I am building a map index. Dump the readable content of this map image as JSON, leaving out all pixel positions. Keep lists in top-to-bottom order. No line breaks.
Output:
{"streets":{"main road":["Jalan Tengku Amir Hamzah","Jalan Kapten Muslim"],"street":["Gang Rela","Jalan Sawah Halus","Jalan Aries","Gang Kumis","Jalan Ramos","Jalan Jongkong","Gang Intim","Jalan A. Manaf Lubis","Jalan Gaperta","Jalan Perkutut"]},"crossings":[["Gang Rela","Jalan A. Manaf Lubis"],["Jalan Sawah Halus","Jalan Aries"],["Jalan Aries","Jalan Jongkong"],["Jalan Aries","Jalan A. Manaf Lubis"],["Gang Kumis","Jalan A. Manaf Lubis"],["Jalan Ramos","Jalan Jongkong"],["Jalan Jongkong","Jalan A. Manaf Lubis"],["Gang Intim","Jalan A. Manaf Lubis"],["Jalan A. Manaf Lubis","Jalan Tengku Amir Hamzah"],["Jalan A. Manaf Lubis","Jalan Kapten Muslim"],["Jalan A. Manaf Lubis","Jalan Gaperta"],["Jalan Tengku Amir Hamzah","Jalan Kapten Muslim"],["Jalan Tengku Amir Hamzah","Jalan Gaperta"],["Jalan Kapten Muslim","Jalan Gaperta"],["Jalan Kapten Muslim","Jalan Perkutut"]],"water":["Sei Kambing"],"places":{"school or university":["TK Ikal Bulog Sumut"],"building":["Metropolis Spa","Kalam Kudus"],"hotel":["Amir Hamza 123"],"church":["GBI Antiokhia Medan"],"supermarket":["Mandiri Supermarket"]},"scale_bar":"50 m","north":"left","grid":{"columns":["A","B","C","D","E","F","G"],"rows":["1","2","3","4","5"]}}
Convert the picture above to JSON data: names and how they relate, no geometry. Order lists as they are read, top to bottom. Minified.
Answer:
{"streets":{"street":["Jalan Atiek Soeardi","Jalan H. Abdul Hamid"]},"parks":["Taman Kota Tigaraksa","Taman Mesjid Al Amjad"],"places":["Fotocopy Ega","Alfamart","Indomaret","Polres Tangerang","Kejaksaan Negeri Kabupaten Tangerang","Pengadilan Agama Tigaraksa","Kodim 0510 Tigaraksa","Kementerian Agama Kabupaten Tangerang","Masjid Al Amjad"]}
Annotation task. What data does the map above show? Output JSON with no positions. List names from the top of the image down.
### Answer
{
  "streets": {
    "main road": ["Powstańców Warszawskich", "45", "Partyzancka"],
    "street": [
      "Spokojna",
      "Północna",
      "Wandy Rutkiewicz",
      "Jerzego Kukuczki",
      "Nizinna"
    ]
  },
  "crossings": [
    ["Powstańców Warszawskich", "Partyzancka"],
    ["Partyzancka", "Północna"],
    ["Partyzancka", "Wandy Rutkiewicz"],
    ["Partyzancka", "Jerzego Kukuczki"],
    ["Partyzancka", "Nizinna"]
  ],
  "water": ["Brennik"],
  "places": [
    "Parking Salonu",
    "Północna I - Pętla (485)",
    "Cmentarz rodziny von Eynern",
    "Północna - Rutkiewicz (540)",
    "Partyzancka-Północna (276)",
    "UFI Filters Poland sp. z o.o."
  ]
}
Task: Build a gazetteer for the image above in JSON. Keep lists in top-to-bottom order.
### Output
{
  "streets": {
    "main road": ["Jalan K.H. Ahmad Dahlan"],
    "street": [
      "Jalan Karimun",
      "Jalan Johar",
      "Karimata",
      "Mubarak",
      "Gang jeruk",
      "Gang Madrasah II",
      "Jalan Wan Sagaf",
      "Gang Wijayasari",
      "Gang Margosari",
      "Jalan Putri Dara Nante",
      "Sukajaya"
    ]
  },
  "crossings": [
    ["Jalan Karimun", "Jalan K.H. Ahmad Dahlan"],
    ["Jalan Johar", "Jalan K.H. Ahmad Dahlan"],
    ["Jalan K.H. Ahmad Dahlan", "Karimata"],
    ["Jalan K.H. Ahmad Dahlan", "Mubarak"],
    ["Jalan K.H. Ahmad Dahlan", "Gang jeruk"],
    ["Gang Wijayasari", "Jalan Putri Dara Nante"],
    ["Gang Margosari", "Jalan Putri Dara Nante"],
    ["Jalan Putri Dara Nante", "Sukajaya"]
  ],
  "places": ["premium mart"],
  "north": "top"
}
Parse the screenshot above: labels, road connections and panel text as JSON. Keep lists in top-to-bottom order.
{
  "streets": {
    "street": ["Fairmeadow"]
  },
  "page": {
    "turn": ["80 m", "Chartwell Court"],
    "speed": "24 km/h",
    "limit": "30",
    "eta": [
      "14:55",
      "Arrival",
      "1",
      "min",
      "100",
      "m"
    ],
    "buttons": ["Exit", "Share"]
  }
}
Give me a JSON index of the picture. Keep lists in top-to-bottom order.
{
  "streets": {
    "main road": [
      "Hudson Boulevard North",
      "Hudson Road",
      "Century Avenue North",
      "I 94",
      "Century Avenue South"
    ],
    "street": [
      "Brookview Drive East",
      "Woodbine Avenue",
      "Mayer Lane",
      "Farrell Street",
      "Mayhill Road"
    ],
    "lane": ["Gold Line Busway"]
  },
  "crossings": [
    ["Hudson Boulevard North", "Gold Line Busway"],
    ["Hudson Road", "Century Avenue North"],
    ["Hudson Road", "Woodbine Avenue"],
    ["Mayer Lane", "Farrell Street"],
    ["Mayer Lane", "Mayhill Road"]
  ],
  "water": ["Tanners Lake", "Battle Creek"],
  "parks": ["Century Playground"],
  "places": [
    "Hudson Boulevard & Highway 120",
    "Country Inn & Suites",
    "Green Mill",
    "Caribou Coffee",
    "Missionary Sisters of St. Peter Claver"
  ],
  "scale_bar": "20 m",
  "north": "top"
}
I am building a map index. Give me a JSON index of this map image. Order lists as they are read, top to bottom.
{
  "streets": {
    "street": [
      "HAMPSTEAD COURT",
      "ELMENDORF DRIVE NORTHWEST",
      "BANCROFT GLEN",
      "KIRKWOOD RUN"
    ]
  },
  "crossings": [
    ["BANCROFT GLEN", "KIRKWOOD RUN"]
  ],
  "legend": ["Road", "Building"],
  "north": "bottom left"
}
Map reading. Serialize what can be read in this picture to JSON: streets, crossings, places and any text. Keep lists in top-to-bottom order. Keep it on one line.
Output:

## Exercise description
In the listing above, how many of the lines include "positions"? Give only the figure.

## Result of the exercise
2